As cash-strapped states explore ways to expand commerce and fill their coffers, many are considering increasing the reach of state lotteries through permitting online gambling. Indeed, Illinois and New York late last year received word from the Department of Justice indicating that as long as it does not involve sports betting, such gambling would not violate the federal Wire Act. Other states have taken note and are examining their options for this potential tax revenue stream.
Yet any discussion of gambling sparks controversy from citizenry and special interest groups, which legislators must address. This paper makes the principled case for legalized Internet gambling, and recommends a policy approach that would create win-win-win regulatory environments for consumers, game site operators and state governments. In keeping with American ideals of personal freedom, U.S. citizens should be free to gamble online, just as they legally can in casinos throughout the country. It is irrational and hypocritical for states that benefit from brick-and-mortar casinos or horse-racing to then attempt to ban Internet gambling.

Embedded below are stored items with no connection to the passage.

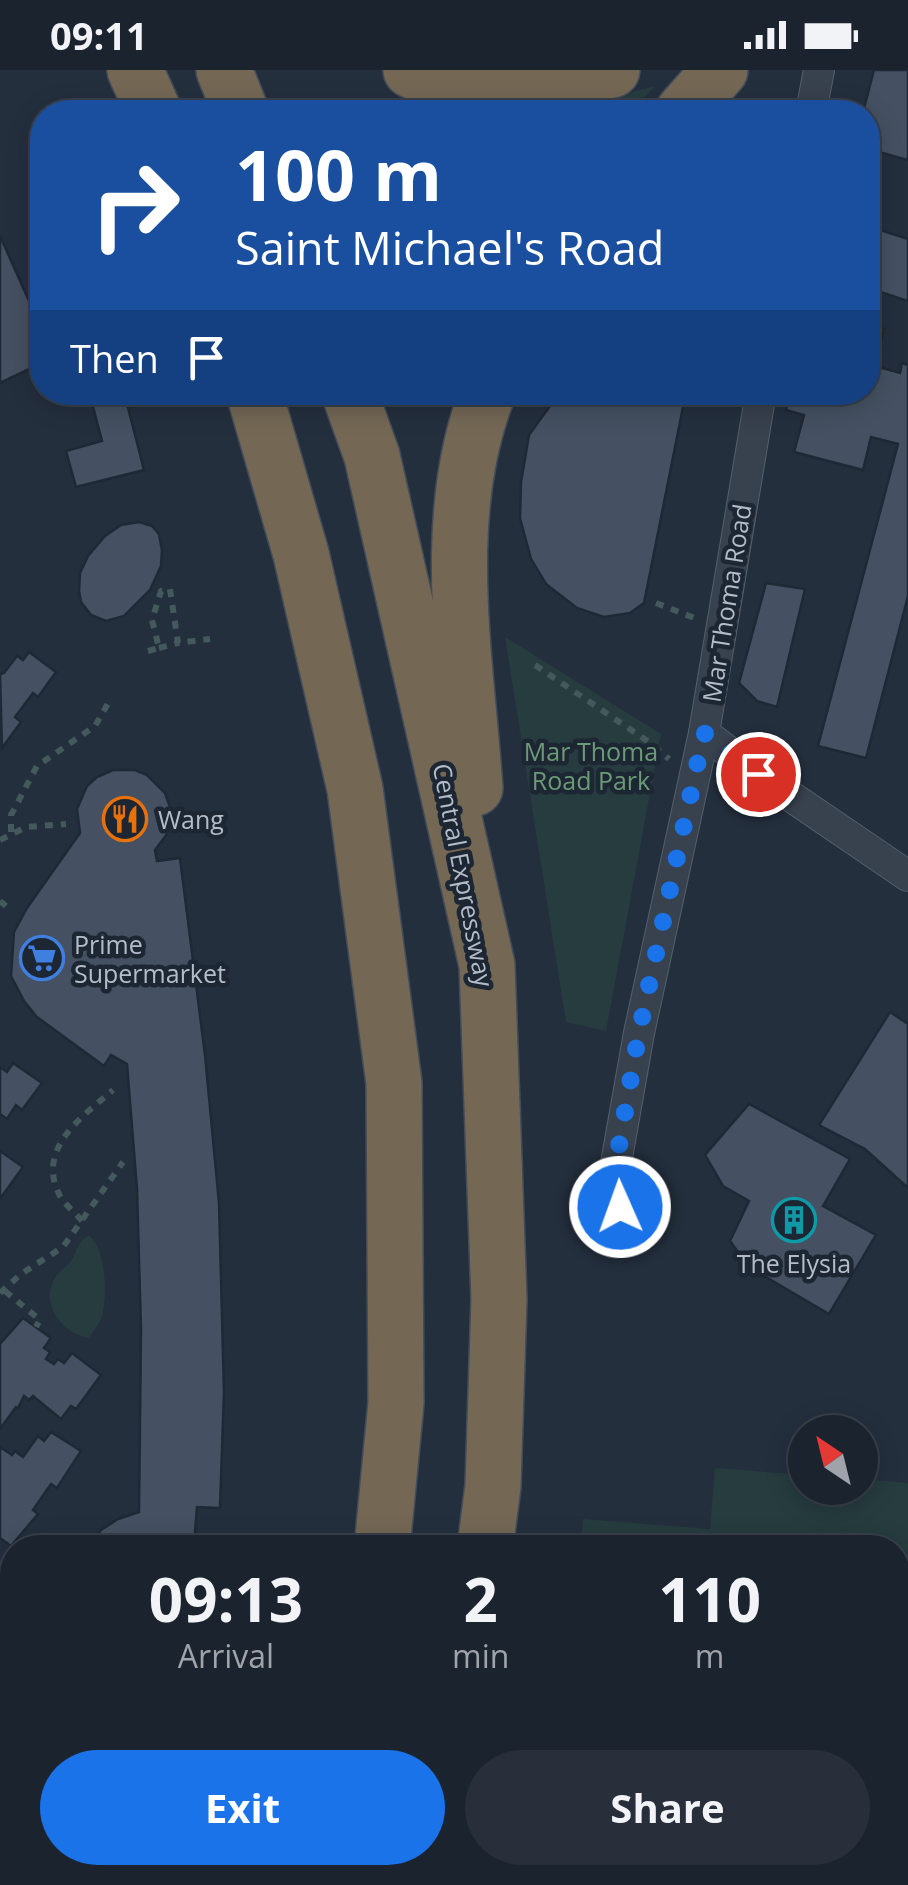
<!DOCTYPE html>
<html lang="en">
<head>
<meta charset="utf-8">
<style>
  :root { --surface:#1b232e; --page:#282f3a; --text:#f1f3f6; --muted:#a0a4aa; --line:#39404a; --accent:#1a73e8 }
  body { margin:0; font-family:"Open Sans",sans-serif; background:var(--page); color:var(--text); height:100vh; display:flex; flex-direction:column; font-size:38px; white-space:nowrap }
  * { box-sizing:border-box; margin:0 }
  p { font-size:32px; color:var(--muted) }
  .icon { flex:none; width:55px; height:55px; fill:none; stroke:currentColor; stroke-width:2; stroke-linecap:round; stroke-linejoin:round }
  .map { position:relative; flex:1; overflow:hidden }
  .panel { position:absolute; left:0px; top:1465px; width:910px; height:350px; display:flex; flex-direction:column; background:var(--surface); border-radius:40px 40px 0 0; box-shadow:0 5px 25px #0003,0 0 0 2px var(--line) }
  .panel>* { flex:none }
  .hud { position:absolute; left:30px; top:30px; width:850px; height:305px; border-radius:40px; box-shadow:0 5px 25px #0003,0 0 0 2px var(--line); background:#1a4fa0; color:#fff; overflow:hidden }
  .needle { width:65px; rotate:325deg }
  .buttons { position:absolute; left:788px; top:1345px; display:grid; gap:20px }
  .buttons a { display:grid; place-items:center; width:90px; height:90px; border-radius:50%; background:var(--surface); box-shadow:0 5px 25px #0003,0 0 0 2px var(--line); font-size:50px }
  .pin { position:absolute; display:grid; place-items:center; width:85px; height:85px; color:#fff; margin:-42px; border:5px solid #fff; border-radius:50%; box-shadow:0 2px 10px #0007 }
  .me { position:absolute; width:110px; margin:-55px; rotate:358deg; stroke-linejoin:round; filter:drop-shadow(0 0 8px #0008) }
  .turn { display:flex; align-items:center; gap:35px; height:210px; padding:0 40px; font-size:45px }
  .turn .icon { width:130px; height:130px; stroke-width:2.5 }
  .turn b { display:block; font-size:70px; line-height:85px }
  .then { display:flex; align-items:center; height:95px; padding:0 40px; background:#0003; gap:20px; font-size:38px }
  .eta { display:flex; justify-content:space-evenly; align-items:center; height:170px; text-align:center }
  .eta b { font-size:60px; font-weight:700; line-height:70px }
  .cta { display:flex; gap:20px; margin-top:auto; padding:20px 40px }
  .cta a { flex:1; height:115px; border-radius:60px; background:var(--accent); color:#fff; font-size:40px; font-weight:700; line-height:115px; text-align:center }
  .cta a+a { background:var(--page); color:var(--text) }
  .status { display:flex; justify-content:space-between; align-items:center; height:70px; padding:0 50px; background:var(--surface); direction:ltr }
  .status svg { height:28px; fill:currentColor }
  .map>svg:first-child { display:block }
</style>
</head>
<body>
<div class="status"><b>09:11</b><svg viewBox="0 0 49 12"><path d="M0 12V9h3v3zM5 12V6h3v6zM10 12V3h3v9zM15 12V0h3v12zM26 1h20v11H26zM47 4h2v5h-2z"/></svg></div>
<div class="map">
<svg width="908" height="1815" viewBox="0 0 908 1815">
  <rect width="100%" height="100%" fill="#242f3e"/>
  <!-- green -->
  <g fill="#263c3f">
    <polygon points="655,16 631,42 559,42"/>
    <polygon points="505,567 661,664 606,961 566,952"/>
    <path d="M 89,1165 C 106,1181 108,1223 102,1246 C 100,1253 93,1261 89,1268 C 63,1264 39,1234 55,1208 C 59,1201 67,1197 71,1191 C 78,1179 77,1173 89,1165 Z"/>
    <polygon points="715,1398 805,1405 805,1418 860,1418 860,1409 908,1413 908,1815 551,1815 552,1802 898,1802 898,1478 580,1477 583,1449 710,1459"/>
  </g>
  <!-- building -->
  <g fill="#455162" stroke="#1f2835" stroke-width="2.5">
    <polygon points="874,0 908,0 908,90 868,79 868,42 863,42"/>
    <polygon points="868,156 908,169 908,231 868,218"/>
    <polygon points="0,166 42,260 42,293 0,313"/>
    <polygon points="868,255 884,259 875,296 900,303 902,293 908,295 908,526 866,688 818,676 898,374 871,367 863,400 794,382 804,345 786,340 790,322 868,322"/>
    <polygon points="89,322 124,322 144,400 76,417 66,381 102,371"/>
    <polygon points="560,322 686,322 644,533 630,543 604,547 577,538 546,514 531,489 520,448 521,412 529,365"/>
    <polygon points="139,452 152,456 159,464 162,480 161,496 150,520 124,546 106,551 91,545 81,532 79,521 80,503 88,486 105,466 121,455"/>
    <polygon points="766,513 805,519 777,637 757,631 739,613"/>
    <polygon points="29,582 56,602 38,627 33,623 15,647 21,652 2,678 0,604 4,603 17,586 23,590"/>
    <polygon points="113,700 135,700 147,705 165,723 170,737 167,764 155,780 157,791 180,788 205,985 219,1133 224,1322 220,1438 197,1437 195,1462 207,1478 88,1478 101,1460 118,1449 139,1442 141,1260 137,1119 127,994 111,985 104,996 37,947 24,931 11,906 14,862 27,838 80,763 77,739 87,716 97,707"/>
    <polygon points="890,942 908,954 908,1118 865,1079 819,1055"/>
    <polygon points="13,993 42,1013 22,1040 16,1035 7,1049 0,1044 0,997 7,1002"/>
    <polygon points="749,1034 850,1089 823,1136 876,1165 829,1244 749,1197 730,1171 749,1131 723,1116 705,1085"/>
    <polygon points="0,1081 23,1097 0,1129"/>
    <polygon points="23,1248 51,1268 44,1278 50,1282 46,1289 54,1294 58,1289 64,1293 72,1283 101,1305 76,1339 71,1336 61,1349 33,1326 29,1330 24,1326 18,1338 16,1337 0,1359 0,1274"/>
    <polygon points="51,1362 81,1381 57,1418 51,1414 33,1440 38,1444 11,1476 0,1468 0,1377 12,1385 15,1381 23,1387 38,1366 44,1371"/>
    <polygon points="15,1802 73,1802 64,1815 6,1815"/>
    <polygon points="172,1802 233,1802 231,1805 239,1811 236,1815 164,1815"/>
  </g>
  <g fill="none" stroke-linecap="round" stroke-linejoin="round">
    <defs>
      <g id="minor">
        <polyline points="811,42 819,0"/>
        <polyline points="704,663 758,704 908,806"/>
        <polyline points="630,1149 620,1137 612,1116 639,963 704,663 761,322"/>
      </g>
      <g id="motorway">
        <polyline points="135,0 154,42"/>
        <polyline points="224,0 241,42"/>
        <polyline points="411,0 429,8 502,19 552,16 612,0"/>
        <polyline points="683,42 720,0"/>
        <polyline points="254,322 301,484 355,719 394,1013 396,1333 382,1478"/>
        <polyline points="349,322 372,386 487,895 499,1229 493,1416 485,1478"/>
        <path d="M 475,718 C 466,589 439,445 488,322"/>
        <polyline points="329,1815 332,1802"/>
        <polyline points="435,1815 437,1802"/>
      </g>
    </defs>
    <!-- minor casing -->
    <use href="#minor" stroke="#565f6c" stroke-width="32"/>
    <!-- motorway casing -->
    <use href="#motorway" stroke="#434c59" stroke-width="58"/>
    <!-- path -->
    <g stroke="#44595c" stroke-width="6" stroke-dasharray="8 8" stroke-linecap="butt">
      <polyline points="656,533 697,549"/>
      <polyline points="159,578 178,573"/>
      <polyline points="148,581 159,578 152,550 161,521 170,519 178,573 210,569"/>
      <polyline points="535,595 649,672 669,689"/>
      <polyline points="11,762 11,745 37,696 95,656 110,630"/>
      <polyline points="0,770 26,757 66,754"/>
      <polyline points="0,831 6,836"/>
      <path d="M 82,1151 C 76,1143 65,1135 60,1126 C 35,1079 82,1047 113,1020"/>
      <polyline points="5,1221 40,1250 36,1257"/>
      <polyline points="0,1223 21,1204 63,1177 123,1092"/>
    </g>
    <!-- minor -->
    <use href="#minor" stroke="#38414e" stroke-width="30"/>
    <!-- motorway -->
    <use href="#motorway" stroke="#746855" stroke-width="55"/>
  </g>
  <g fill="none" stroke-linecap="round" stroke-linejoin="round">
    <!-- route -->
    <polyline stroke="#1a73e8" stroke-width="18" stroke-dasharray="0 32.4" points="620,1137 612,1116 639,962 704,663 758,704"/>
  </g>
  <!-- icons -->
  <defs>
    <symbol id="restaurant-ring" viewBox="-11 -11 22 22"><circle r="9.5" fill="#1d2633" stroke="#e8710a" stroke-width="1.5"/><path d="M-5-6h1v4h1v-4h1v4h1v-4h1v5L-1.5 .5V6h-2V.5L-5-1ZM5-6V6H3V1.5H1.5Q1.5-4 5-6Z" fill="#e8710a"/></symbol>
    <symbol id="supermarket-ring" viewBox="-11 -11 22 22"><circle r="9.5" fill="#1d2633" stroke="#3f7fe0" stroke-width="1.5"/><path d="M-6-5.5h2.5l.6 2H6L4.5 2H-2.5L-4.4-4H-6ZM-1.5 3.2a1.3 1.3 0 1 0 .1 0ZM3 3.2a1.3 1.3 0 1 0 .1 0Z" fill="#3f7fe0"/></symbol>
    <symbol id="building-ring" viewBox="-11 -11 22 22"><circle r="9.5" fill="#1d2633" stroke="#0f9aa8" stroke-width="1.5"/><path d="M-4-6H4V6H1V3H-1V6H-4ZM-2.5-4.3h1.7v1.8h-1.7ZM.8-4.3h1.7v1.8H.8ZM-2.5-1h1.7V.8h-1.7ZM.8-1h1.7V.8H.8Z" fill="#0f9aa8"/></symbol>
  </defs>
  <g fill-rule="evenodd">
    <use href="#restaurant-ring" x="100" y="724" width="50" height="50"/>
    <use href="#supermarket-ring" x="17" y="863" width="50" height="50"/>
    <use href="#building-ring" x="769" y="1125" width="50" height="50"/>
  </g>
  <g text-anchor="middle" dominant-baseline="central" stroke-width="9" stroke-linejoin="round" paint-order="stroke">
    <!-- street labels -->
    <g font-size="25" fill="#b4bcc9" stroke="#1d2633">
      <text transform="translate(726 533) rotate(-81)">Mar Thoma Road</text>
      <text transform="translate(464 805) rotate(79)">Central Expressway</text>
    </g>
    <!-- park labels -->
    <g font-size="25" fill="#6b9a76" stroke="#1d2633">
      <text x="591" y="681">Mar Thoma<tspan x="591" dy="29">Road Park</tspan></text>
    </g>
    <!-- poi labels -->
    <g font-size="25" fill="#b4bcc9" stroke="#1d2633" text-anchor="start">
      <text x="158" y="749">Wang</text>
      <text x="74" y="874">Prime<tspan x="74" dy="29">Supermarket</tspan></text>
      <text x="794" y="1193" text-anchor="middle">The Elysia</text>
    </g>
  </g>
</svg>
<div class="buttons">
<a><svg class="needle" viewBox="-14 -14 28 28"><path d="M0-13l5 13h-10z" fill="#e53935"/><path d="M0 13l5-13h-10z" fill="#a0a4aa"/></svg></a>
</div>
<div class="pin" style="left:758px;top:704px;background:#d93025"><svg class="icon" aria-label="arrive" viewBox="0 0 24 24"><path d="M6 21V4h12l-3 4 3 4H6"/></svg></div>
<svg class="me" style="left:620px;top:1137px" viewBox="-20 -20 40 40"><circle r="17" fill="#1a73e8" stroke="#fff" stroke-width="3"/><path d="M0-11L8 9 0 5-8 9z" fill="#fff"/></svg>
<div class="hud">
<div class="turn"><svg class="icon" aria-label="right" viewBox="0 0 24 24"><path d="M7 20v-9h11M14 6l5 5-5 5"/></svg><div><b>100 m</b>Saint Michael's Road</div></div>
<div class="then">Then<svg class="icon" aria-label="arrive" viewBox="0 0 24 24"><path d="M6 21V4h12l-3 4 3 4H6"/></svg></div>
</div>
<section class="panel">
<div class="eta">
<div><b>09:13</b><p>Arrival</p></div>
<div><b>2</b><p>min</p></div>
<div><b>110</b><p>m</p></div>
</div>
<div class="cta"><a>Exit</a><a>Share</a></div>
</section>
</div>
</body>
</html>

From the consumer perspective, Internet gambling stands to offer better value for low-end players. It also offers states significant economic benefits:
- It plays to American skill strengths and creates demand for high-paying IT jobs, which will help states stem the exodus of college graduates skilled in technology sector areas to other parts of the country. This aim works in tandem with other efforts to cultivate a business climate that welcomes tech industry entrepreneurs and start-ups, and the increase in jobs and tax base these enterprises bring.
- It stands to be a major revenue opportunity for state governments. As Jeff Danielson, president pro tempore of the Iowa state Senate, pointedly said, “$30 million leaving the state economy is a problem.” He went on to say, “It’s an e-commerce issue. If Iowa has to compete, we have to come to grips with the fact it [Internet gambling] can be done safely and securely.”
Although states will likely differ in the particulars of how they structure license and tax arrangements, a successful climate for legalized Internet gambling is likely to derive from a number of fundamental principles. This report recommends several guidelines for state legislators:
- Consumers are best served when there is ample competition. Regulation and licensing arrangements should reflect this.
- Online gambling has a different cost structure than brick-and-mortar casinos. States must grasp the lower revenue and tax expectations and set up tax and licensing structures so they are compatible.
- States should avoid creative new tax structures that place levies on players’ accounts or introduce “hand charges” that are paid directly to the state. Any taxes should fall on Internet gambling operators, not players.
- Regulation should aim to protect players from fraud and promote fair games. It should not attempt to protect players from themselves. Such regulations have proved ineffective and easy to defeat.
- States should not discount the market as an effective regulator. Independent game analysts have proved adept at identifying problem software and posting their findings, while online information sites, message boards and discussion groups all help players to make informed Internet gambling choices.